RECORDS:
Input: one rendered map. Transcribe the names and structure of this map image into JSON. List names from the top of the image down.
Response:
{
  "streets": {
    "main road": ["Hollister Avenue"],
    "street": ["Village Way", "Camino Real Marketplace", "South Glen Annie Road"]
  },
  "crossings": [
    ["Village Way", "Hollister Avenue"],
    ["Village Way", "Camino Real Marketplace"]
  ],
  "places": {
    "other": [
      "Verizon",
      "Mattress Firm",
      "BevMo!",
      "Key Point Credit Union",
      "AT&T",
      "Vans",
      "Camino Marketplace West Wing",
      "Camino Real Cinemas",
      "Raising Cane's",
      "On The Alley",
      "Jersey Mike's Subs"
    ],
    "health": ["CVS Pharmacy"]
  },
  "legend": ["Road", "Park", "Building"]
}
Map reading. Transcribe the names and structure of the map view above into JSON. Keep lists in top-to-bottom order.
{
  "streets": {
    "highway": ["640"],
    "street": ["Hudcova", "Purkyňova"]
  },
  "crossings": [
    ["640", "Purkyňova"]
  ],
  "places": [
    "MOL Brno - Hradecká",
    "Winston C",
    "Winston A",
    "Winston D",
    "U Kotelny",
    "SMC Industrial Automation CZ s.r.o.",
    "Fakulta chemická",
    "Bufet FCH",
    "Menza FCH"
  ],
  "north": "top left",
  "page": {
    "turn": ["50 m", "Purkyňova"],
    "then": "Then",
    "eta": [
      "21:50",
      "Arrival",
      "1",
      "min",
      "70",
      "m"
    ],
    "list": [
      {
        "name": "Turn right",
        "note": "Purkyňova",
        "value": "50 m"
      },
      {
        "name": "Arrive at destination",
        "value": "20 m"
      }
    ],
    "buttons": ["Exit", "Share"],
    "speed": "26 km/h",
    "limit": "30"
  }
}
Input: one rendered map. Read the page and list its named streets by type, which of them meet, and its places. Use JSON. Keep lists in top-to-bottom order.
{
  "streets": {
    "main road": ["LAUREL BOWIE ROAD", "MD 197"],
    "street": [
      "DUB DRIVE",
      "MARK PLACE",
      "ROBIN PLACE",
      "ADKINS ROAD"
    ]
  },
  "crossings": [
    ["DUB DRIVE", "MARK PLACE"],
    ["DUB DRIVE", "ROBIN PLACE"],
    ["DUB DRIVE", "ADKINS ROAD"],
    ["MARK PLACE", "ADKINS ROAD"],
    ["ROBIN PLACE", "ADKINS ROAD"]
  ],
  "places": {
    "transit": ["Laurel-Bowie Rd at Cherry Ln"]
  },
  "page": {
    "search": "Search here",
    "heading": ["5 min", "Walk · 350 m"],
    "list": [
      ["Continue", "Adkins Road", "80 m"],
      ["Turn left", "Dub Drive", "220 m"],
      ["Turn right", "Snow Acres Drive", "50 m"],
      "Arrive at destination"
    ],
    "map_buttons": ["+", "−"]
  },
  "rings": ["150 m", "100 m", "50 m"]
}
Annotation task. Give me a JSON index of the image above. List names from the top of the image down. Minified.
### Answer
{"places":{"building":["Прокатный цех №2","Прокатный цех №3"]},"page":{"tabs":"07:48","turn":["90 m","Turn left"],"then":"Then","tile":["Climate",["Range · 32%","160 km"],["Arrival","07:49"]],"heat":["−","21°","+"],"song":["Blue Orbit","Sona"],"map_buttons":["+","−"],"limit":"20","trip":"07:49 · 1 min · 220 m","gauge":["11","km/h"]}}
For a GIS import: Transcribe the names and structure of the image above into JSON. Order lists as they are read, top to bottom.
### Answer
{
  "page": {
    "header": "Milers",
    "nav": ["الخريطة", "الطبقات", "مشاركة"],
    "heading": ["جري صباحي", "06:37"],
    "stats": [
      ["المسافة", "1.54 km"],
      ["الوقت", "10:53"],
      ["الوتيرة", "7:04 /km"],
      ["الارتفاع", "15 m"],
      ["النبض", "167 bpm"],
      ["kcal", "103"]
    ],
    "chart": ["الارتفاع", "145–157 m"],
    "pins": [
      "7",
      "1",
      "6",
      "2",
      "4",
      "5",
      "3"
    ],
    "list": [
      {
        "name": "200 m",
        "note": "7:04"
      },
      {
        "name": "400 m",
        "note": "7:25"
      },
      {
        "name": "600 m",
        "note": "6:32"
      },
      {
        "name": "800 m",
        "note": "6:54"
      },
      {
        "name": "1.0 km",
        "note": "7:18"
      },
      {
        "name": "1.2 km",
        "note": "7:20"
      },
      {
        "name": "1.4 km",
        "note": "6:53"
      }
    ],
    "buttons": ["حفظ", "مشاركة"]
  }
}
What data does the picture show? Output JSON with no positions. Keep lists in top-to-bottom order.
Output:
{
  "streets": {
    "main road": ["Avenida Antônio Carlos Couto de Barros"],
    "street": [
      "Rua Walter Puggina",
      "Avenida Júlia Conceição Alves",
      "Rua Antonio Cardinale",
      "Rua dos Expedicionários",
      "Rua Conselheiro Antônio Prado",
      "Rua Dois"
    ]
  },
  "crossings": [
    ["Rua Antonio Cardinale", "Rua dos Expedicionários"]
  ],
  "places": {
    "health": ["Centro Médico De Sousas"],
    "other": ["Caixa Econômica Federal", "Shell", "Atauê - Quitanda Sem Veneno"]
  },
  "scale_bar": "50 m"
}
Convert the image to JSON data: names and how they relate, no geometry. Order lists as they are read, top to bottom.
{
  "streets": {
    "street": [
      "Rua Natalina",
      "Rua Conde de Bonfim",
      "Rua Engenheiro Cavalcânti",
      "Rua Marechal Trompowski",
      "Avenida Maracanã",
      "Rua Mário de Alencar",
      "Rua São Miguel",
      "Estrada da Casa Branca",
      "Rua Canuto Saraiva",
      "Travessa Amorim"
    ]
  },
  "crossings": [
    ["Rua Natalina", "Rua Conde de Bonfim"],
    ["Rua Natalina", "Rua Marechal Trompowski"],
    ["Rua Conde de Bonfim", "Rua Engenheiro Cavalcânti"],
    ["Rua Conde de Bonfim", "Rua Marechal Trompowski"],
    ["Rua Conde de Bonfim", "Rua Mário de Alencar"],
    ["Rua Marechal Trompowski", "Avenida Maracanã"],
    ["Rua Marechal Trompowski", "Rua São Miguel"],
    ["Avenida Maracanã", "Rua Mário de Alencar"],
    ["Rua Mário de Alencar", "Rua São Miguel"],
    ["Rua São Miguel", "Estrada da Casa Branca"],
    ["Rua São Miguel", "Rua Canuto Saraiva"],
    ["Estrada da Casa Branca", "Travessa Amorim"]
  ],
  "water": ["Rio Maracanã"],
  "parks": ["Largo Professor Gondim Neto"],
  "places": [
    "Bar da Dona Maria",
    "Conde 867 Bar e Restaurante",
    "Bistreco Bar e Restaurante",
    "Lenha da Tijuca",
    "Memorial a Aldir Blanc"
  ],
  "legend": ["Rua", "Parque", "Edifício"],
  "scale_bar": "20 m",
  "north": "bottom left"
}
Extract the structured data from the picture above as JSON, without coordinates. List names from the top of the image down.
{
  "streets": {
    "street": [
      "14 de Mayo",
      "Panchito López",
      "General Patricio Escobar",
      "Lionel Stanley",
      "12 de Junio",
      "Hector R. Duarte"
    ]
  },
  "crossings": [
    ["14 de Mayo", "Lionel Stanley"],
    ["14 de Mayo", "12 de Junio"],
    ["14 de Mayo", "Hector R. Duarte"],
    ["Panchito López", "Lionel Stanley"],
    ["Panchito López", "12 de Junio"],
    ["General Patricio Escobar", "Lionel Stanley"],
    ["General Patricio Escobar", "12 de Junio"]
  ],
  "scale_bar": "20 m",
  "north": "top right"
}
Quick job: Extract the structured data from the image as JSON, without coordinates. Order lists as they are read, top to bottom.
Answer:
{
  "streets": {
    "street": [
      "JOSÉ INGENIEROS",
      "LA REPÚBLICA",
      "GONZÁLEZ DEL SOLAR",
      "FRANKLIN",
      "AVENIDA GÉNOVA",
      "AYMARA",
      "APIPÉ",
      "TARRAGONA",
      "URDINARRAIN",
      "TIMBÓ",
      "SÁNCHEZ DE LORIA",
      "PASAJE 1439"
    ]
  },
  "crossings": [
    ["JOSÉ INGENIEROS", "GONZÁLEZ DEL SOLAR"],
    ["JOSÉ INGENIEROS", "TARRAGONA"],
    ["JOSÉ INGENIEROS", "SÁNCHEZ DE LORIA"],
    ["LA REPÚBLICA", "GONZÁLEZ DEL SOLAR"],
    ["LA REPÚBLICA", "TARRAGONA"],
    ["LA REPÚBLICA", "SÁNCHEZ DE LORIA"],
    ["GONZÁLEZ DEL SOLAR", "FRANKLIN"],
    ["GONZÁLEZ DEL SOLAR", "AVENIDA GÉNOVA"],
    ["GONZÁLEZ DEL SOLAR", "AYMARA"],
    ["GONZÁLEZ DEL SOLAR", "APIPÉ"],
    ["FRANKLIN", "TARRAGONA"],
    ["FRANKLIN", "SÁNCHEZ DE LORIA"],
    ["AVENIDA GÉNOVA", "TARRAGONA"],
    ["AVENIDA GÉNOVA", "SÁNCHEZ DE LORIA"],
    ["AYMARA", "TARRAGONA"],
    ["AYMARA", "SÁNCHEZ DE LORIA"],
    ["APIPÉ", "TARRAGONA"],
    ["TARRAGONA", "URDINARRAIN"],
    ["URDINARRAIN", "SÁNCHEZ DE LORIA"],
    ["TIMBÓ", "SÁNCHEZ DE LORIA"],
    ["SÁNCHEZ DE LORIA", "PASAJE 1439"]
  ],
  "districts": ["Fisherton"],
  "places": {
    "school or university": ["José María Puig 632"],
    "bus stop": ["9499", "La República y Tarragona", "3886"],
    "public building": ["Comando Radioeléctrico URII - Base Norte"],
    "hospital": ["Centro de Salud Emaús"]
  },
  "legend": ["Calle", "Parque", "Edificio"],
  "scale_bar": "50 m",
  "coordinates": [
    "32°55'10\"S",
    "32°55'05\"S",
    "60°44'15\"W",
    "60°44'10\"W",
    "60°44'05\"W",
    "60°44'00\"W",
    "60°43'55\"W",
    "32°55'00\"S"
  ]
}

PROBLEM STATEMENT:
Reproduce each line of the records in which the string "Maracanã" appears.

TASK RESULT:
      "Avenida Maracanã",
    ["Rua Marechal Trompowski", "Avenida Maracanã"],
    ["Avenida Maracanã", "Rua Mário de Alencar"],
  "water": ["Rio Maracanã"],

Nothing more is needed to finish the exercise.